Richard Brinsley Sheridan

Today is a different day at my house. I awake and there is no need to open the blinds in my bedroom so my neighbor will know I am home. She no longer lives there.

Neighbors arrive in varying forms - those you wouldn’t know if you ran into them in the grocery store. Those to whom you send a friendly wave as you drive by. Those you share a greeting or story with now and then.

Then those for whom you know the intimate details; the stories of their life as well as their worries and triumphs.

Mrs. R was the latter. From the time we moved in twelve years ago, she has been a surrogate grandmother for our family, her husband also fulfilling the role of grandfather until he passed away a few years ago. My boys knew their house as a safe place, where help and love was always available. Helped to fill the void of their grandparents who lived far away.

The boys mowed their lawn and performed small chores. Mrs. R remembered their birthdays, celebrated their graduations, gave them hugs when they went off to school. Or hugged me when they went off to school. As I told each of my boys that Mrs. R was moving, they all responded with such surprise. I understood. A certain shelter no longer available.

Her moving only came about the past couple of weeks, although we knew the possiblity hung for the past year or so. Age has caught up with Mrs. R and at 83 has decided the house is too much. Granted, it is, but I still regret having to see the change – both in her and the moving. Now an apartment will provide her home, surrounded by a hundred more kindred in age only. Someone will cook all her meals. She will have someone available 24/7 to call for help. Bridge, bingo, field trips to keep her busy. Perhaps a welcome change from the never ending call of keeping a house and the loneliness living alone can bring.

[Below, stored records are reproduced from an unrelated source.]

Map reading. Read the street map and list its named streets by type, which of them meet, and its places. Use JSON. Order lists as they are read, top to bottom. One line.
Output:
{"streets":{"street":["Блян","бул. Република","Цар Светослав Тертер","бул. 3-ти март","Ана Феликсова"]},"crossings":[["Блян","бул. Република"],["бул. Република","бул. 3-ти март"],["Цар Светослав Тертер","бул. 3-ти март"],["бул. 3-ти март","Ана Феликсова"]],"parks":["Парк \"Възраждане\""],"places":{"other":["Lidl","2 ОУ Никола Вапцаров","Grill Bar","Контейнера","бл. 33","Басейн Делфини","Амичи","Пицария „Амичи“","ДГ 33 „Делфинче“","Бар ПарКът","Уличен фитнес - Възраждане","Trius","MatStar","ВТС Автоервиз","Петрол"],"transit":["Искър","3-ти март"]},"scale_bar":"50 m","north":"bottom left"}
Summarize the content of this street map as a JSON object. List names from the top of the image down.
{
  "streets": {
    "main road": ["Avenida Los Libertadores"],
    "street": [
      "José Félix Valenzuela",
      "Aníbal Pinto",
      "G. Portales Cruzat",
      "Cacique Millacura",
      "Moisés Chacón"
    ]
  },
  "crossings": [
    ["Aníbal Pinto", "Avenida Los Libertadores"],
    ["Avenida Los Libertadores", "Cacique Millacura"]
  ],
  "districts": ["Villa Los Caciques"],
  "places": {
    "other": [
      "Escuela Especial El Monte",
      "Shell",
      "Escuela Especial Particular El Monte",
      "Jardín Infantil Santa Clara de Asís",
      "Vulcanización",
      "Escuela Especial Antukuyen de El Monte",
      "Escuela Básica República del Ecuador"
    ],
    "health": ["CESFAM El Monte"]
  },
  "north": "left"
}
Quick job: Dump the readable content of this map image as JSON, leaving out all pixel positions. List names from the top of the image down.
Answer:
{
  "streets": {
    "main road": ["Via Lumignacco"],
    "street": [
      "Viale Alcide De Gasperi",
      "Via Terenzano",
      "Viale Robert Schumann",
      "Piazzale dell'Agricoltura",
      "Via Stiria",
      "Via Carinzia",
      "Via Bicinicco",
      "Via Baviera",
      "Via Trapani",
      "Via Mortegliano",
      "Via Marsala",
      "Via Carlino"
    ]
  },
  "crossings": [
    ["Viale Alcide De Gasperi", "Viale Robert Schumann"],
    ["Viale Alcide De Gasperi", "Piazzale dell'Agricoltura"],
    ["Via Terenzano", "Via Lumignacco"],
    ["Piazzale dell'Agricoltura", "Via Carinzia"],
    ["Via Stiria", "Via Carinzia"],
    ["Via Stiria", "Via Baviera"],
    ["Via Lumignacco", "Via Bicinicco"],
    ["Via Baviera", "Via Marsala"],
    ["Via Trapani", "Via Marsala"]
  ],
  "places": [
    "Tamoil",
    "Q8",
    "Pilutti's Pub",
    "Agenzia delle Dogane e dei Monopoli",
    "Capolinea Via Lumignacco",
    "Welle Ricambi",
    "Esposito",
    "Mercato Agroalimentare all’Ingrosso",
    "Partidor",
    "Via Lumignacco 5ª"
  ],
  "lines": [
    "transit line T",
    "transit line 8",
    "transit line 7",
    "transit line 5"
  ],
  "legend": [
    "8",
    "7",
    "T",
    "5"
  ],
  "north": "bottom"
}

Inevitable change -- an apt definition of life.

Makes me cognizant the life decisions our 17-year-old has before him are not so dire. That the extreme pressure to make choices about his future are not those that will cement him forever. His changes are only few of many to come in his lifetime. We are mistaken to approach his decisions as pertinent for all his future. Nothing stays the same. Even at 83, he will face decisions about the future. Decisions he will make whether he wants to or not. We are only ever settled, just for now.

Yesterday, Mrs. R and I hugged as the moving van left and her visiting daughters waited to take her away. She said how hard it was, that she had been so happy here. The last place she was with her husband. Good neighbors, good memories.

I wished her well on her new adventure.

"Adventure? Is that what we can call it?" she said.

I don't know how else to look at it, without losing it. Change. Never easy. Always present.

My seventeen-year-old stood in the doorway to the living room last night.

“Is Mrs. R gone now?”

I nodded.

“I saw the moving van before I left for school this morning,” he said, in a soft voice.

I smiled at him. I understood.

I hope you slept well in your new home last night, Mrs. R. I shall miss you.